The editorial accused the administration of manufacturing a criminal investigation “with no evidence of criminal wrongdoing” over renovation cost overruns at the Fed’s Washington headquarters, a campaign the paper says was designed to bully Powell into resignation.
U.S. Attorney for the District of Columbia Jeanine Pirro—a Fox News personality whom Trump appointed to the role—sent federal investigators to inspect the Fed’s construction site in the capital on Tuesday. “Is all this really a good use of DOJ resources?” the board asked.

The smarter play, the Journal argued, would be to leave Powell alone and focus on confirming Trump’s chosen successor, Kevin Warsh, 56.
That path is now complicated by Republican Sen. Thom Tillis, who serves on the Senate Banking Committee reviewing Warsh’s nomination and has pledged to withhold his vote—scheduled for a hearing next week—unless the administration drops its Powell probe.
Without Tillis, Republicans’ 13-11 majority on the committee evaporates. Even Trump appeared to acknowledge the bind. “I know he said what he said, and maybe it’s true, in which case I’ll have to live with it,” the president said of Tillis in the Fox Business interview.
The board also torched the administration’s use of “incompetence”—Trump’s own description of Powell—as a pretext for a potential firing, noting that Trump’s East Wing ballroom renovation is running over its own initial budget projections. “Is that a sign of Presidential incompetence?” the editorial asked.
The Journal’s final verdict was blunt: “The best way to replace Mr. Powell is to drop the pretextual Justice investigation and get Mr.

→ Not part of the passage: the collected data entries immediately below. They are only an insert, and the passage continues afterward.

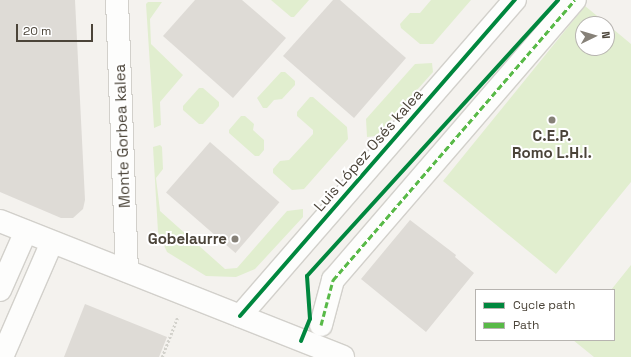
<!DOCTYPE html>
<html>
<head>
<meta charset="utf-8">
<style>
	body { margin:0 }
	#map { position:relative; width:631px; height:357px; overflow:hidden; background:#f4f2ee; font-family:"Space Grotesk",sans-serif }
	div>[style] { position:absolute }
	.green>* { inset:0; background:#e1eecf }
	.building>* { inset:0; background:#dedbd6; transform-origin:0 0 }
	.path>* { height:2.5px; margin-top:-1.25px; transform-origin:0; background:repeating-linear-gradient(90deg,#d3d2cc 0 2px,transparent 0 4px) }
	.roads { filter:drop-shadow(1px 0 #d2d0cb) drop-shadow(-1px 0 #d2d0cb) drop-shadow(0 1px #d2d0cb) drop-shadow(0 -1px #d2d0cb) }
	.pedestrian>* { height:22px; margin:-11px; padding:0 11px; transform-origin:11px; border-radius:11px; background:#fdfdfc }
	.minor>* { height:22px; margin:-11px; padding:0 11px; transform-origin:11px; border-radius:11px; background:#fdfdfc }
	.tertiary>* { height:22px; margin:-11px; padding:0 11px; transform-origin:11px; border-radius:11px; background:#fdfdfc }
	.quiet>* { height:3px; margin-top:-1.5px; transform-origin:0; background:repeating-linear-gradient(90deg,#58b947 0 6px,transparent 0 9px) }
	.cycleway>* { height:4px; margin:-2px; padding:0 2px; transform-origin:2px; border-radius:2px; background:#00873e }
	.dots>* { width:11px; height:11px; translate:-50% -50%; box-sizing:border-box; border:2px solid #fff; border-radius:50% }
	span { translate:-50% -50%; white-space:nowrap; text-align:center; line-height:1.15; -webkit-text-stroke:4px #fff; paint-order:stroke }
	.poi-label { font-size:15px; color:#4b4439; font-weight:700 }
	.right { translate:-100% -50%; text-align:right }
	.street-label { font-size:15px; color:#4b4439 }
	.legend { position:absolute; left:475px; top:289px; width:140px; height:52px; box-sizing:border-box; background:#fff; border:1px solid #b7b4b0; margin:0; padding:5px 7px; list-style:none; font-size:12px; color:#4b4439 }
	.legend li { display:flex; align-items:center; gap:8px; height:20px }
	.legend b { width:20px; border:1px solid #b7b4b0 }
	.north { position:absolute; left:575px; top:16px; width:40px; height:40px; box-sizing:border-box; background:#fff; border:1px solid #b7b4b0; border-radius:50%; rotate:85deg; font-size:11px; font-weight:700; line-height:16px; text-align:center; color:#4b4439 }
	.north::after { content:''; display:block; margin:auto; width:14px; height:18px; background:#868178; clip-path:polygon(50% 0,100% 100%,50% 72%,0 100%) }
	.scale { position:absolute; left:16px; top:24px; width:77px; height:18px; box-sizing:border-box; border:2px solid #4b4439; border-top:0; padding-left:5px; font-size:12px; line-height:14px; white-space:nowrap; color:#4b4439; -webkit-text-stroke:3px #fff; paint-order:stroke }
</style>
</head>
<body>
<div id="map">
	<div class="green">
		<div style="clip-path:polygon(271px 0,309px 0,294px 17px,291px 17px)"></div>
		<div style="clip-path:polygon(431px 0,471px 0,433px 44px,420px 44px,401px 28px,400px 24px,410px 13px,420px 13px)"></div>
		<div style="clip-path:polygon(148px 2px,162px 2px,150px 19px,151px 44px,183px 75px,160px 102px,161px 125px,154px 128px,146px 4px)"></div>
		<div style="clip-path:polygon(585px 6px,607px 24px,583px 24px,583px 48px,607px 48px,607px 24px,631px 44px,631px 182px,556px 274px,443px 181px)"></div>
		<div style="clip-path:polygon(432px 63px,433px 72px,376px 136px,367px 137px,366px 119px,415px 64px)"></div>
		<div style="clip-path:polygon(281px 72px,285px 72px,295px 81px,295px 85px,282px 99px,274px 100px,267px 108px,263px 108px,257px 98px)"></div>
		<div style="clip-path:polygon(199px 88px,203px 88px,219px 102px,219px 106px,203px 124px,199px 124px,183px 110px,183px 106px)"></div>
		<div style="clip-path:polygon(310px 97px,313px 97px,347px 127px,348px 139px,304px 189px,292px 190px,273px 173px,273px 169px,280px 161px,289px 160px,313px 134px,313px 130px,297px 116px,297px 112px)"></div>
		<div style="clip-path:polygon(241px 116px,245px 116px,254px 124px,253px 130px,264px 140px,264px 150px,259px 156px,255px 156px,229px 133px,229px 130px)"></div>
		<div style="clip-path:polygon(160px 145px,162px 147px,163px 169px,156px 178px,160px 211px,225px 269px,237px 268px,287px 211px,303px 209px,303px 217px,255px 269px,236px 277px,206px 276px,167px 252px,158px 232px,153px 147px)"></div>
		<div style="clip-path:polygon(631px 265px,631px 357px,594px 357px,573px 340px,614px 340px,614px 290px,611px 290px)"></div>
	</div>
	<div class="building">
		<div style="clip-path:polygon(0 0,75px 0,85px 200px,83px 209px,73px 218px,61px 218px,0 192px)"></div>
		<div style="clip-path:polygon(195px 0,242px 0,286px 38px,233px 98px,163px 36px)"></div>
		<div style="clip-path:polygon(333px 0,340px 0,406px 58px,354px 118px,283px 56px)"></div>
		<div style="left:210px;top:142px;width:92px;height:67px;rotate:41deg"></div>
		<div style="clip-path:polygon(410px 220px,456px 255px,455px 257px,474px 273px,426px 332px,361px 279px)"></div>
		<div style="clip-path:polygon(85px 304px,167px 337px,159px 357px,64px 357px)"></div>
	</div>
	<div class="path">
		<div style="left:162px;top:357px;width:44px;rotate:-68.7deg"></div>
	</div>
	<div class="roads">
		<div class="pedestrian">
			<div style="left:321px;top:325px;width:47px;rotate:-75.1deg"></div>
			<div style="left:333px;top:280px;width:370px;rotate:-49.2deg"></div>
		</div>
		<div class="minor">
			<div style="left:117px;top:0;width:271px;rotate:87.9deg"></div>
			<div style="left:0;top:290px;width:64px;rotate:-66.2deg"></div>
			<div style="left:240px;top:316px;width:419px;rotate:-49deg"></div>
			<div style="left:2px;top:357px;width:125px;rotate:-66.5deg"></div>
		</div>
		<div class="tertiary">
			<div style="left:0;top:221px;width:369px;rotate:21.6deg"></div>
		</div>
	</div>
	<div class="quiet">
		<div style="left:321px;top:325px;width:47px;rotate:-75.1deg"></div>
		<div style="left:333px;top:280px;width:370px;rotate:-49.2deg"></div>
	</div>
	<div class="cycleway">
		<div style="left:240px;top:316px;width:419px;rotate:-49deg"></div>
		<div style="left:301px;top:341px;width:24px;rotate:-68deg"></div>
		<div style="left:310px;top:319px;width:43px;rotate:-94deg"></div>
		<div style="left:307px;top:276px;width:373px;rotate:-47.7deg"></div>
	</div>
	<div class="dots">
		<div style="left:552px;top:120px;background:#868178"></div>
		<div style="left:235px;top:239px;background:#868178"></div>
	</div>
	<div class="poi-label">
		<span style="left:552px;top:144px">C.E.P.<br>Romo L.H.I.</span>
		<span class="right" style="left:227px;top:239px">Gobelaurre</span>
	</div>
	<div class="street-label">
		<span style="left:122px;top:136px;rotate:-92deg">Monte Gorbea kalea</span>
		<span style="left:368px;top:150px;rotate:-49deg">Luis López Osés kalea</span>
	</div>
	<ul class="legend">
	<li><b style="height:5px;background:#00873e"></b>Cycle path</li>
	<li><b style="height:5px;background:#58b947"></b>Path</li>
	</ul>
	<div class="north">N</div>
	<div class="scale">20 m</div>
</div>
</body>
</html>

Warsh confirmed. Why is this so hard for the President to understand?”
Wednesday’s editorial adds a fresh dimension to one of D.C.’s most complicated media relationships. Murdoch attended Trump’s inauguration in January and was praised by the president as “an amazing guy” as recently as February. But their relationship has been turbulent for years.
Author Michael Wolff reported that Murdoch privately called Trump a “f---ing idiot” during the first-term transition, and documents released during the Dominion Voting Systems defamation case revealed that Murdoch wrote that Trump’s post-Jan. 6 conduct was “pretty much a crime.”

After Trump filed his defamation suit last July—over the Journal’s reporting on a sexually suggestive birthday letter allegedly bearing his signature that was compiled for Jeffrey Epstein’s 50th birthday album, which Trump denies he wrote—the White House briefly expelled the paper from the presidential press pool.
Obama appointee Judge Darrin P. Gayles dismissed the suit on Monday, ruling the complaint “comes nowhere close” to meeting the actual malice standard required for a public figure’s defamation claim—though he gave Trump until April 27 to file an amended complaint.
Spokesman Kush Desai said the White House was focused on working with the Senate to swiftly confirm Kevin Warsh as the next chairman of the Federal Reserve.
“Warsh’s academic credentials, private sector success, and prior experience on the Fed Board of Governors make him eminently qualified to restore confidence and competence in Fed decision-making,” he said.